3.5 — Single Relationship Between Activity Pairs. MSP permits only one relationship between any two activities. P6 allows up to four (FS, SS, FF, SF) between the same pair. In construction, it is routine to need both SS and FF between the same activities. MSP forces lag-based workarounds or artificial intermediate activities—both degrade logic transparency and are vulnerable under cross-examination.
3.6 — Data Integrity and Identifier Instability. MSP relies on row-number Activity IDs that change when tasks are inserted, deleted, or re-sequenced. While Unique IDs (MSP 2003+) are stable, the primary identifier is volatile. During export/import, IDs shift, predecessor chains can be mis-mapped, and relationship values can appear as concatenated values or scientific notation in downstream tools. The DCMA 14-Point Assessment addresses this: the gap between the highest Activity ID and highest Unique ID reveals deleted activities.
3.7 — Single-User File Model.
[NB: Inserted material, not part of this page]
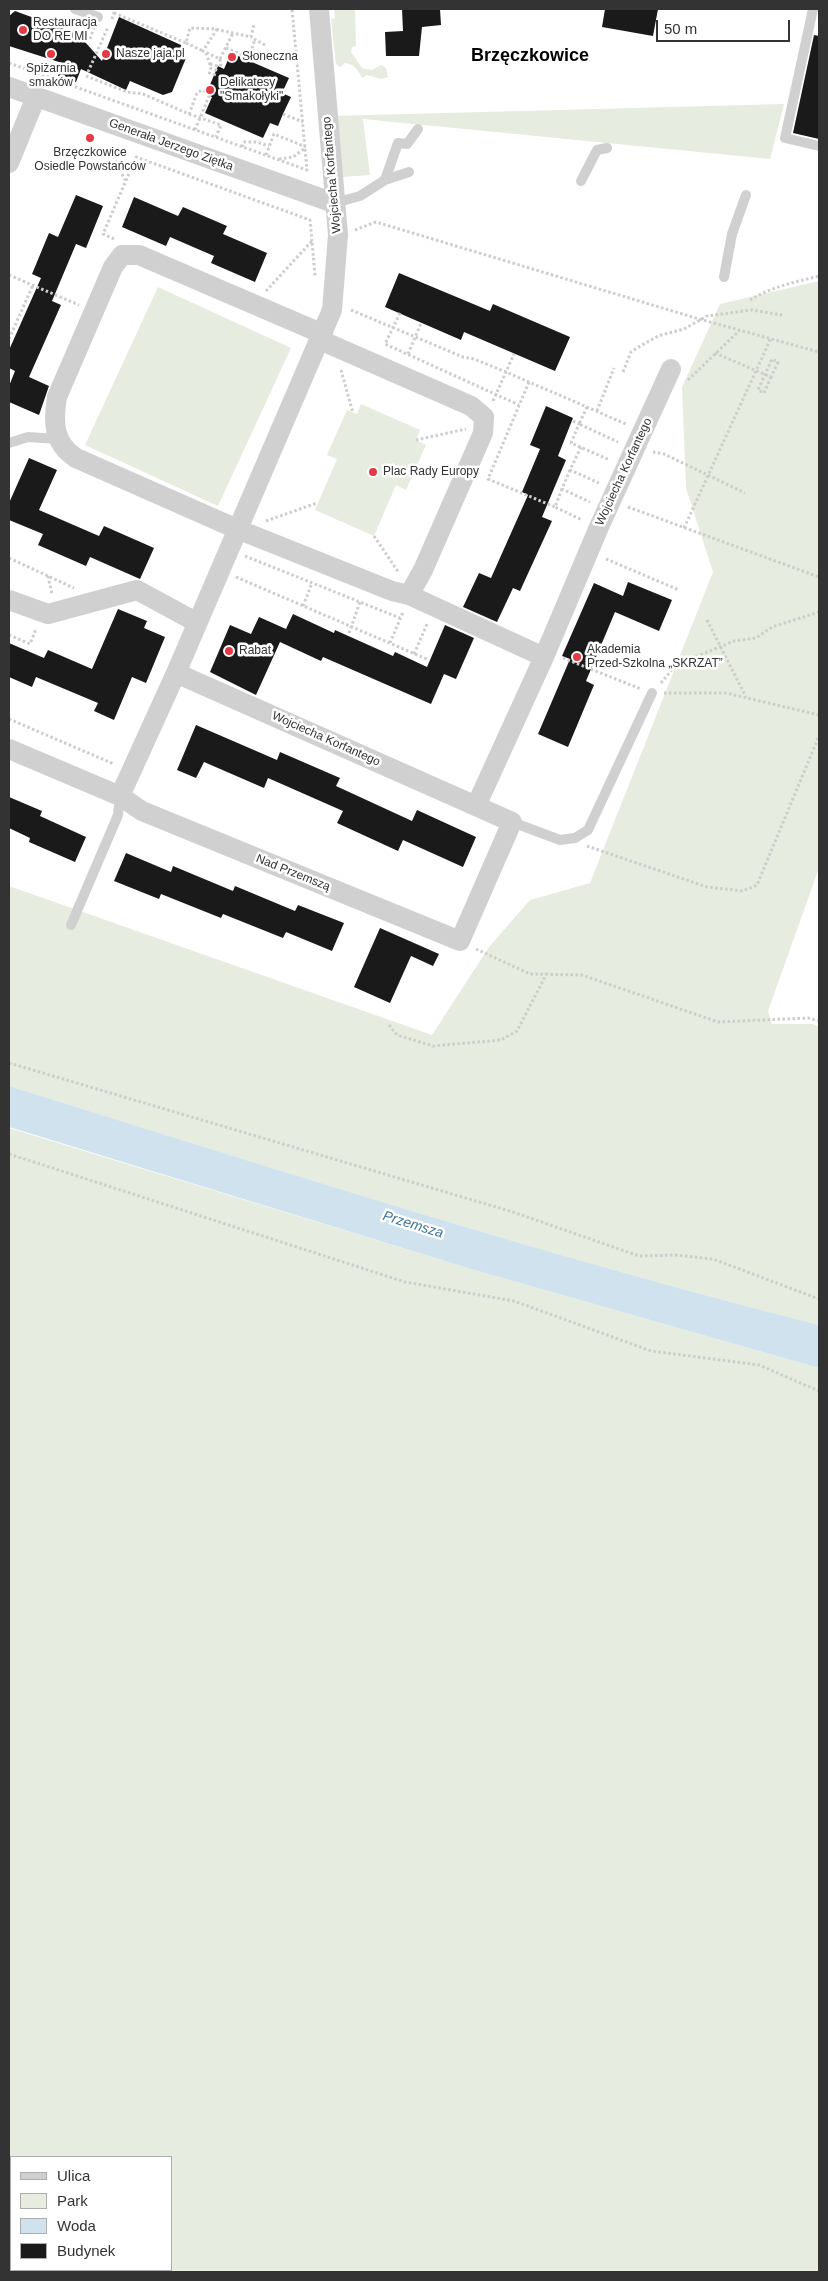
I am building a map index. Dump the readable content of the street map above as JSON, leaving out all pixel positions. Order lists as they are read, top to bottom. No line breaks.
{"streets":{"street":["Generała Jerzego Ziętka","Wojciecha Korfantego","Nad Przemszą"]},"crossings":[["Generała Jerzego Ziętka","Wojciecha Korfantego"],["Wojciecha Korfantego","Nad Przemszą"]],"districts":["Brzęczkowice"],"water":["Przemsza"],"places":["Restauracja DO RE MI","Spiżarnia smaków","Nasze jaja.pl","Słoneczna","Delikatesy \"Smakołyki\"","Brzęczkowice Osiedle Powstańców","Plac Rady Europy","Rabat","Akademia Przed-Szkolna „SKRZAT”"],"legend":["Ulica","Park","Woda","Budynek"],"scale_bar":"50 m"}
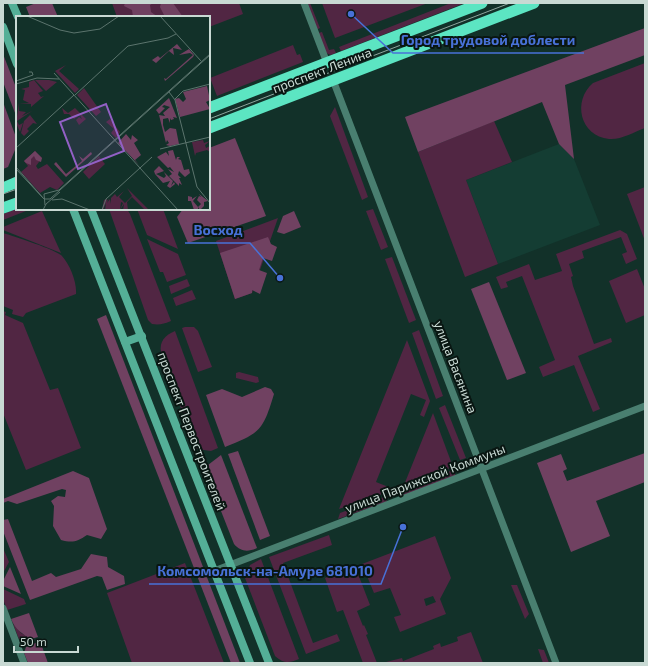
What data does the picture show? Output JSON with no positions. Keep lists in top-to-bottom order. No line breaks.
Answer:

The standalone .mpp file does not natively enforce role-based permissions, approval workflows, or a comprehensive audit trail. A single actor can edit logic, constraints, durations, and progress without transparent oversight—precisely what contracts attempt to prevent. Without an audit trail, the schedule becomes an assertion, not evidence.
3.8 — Constraints, Manual Scheduling, and Hidden Overrides. Unlike P6, where most constraints yield to logic if they cannot be enforced, MSP constraints override logic entirely—forcing activities to dates that violate predecessor relationships. Manual tasks, date constraints, and overrides can hide logic errors, create artificial float, and break CPM calculation without any warning to the user.
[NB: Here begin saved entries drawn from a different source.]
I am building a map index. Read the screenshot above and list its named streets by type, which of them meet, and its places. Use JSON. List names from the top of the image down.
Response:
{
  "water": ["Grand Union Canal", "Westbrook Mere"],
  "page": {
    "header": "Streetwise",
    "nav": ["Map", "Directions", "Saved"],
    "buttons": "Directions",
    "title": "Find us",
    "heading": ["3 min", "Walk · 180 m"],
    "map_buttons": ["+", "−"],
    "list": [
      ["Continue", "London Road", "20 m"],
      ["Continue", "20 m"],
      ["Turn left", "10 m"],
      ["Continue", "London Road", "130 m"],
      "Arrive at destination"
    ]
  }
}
3.9 — No Native Entitlement Workflow. MSP provides no native structures for contemporaneous TIAs, fragnet governance, reflection projects, or linking change orders to critical path impacts. These can be simulated but are not embedded in the tool. Entitlement becomes retrospective narrative rather than contemporaneous record. Reconstructed TIAs carry significantly diminished evidentiary weight.
3.10 — Baseline Limitations. MSP limits baselines to 11 with limited data in each. P6 allows unlimited baselines with full data retention. For multi-year projects with monthly updates, 11 baselines are insufficient, forcing external baseline management and fragmenting chain of custody.
Section 4
Why Primavera P6 Is Used as the Benchmark
P6 was designed as an enterprise CPM control environment. Key capabilities include: unlimited baselines with lineage; role-based security; portfolio (EPS/WBS) structures; auditability of updates; reflection projects and fragnets for TIAs; Retained Logic, Progress Override, and Actual Dates scheduling options; up to four relationships between activity pairs; protected Original Duration; enterprise reporting; and Activity Steps for granular progress tracking.
These features create conditions for governance. They do not guarantee good governance—but they enable it.
The correct conclusion is not “use P6 or fail.” If you do not have the capabilities P6 provides, you must build equivalent governance around MSP.
Section 5
The Dispute Lens: Where MSP Fails Under Scrutiny
When schedules become evidence, six questions dominate: Was the baseline a reasonable representation of planning intent? Were updates contemporaneous and consistent? Did changes include TIAs tied to the critical path? Was float ownership defined? Can chain of custody be demonstrated? Was out-of-sequence progress governed?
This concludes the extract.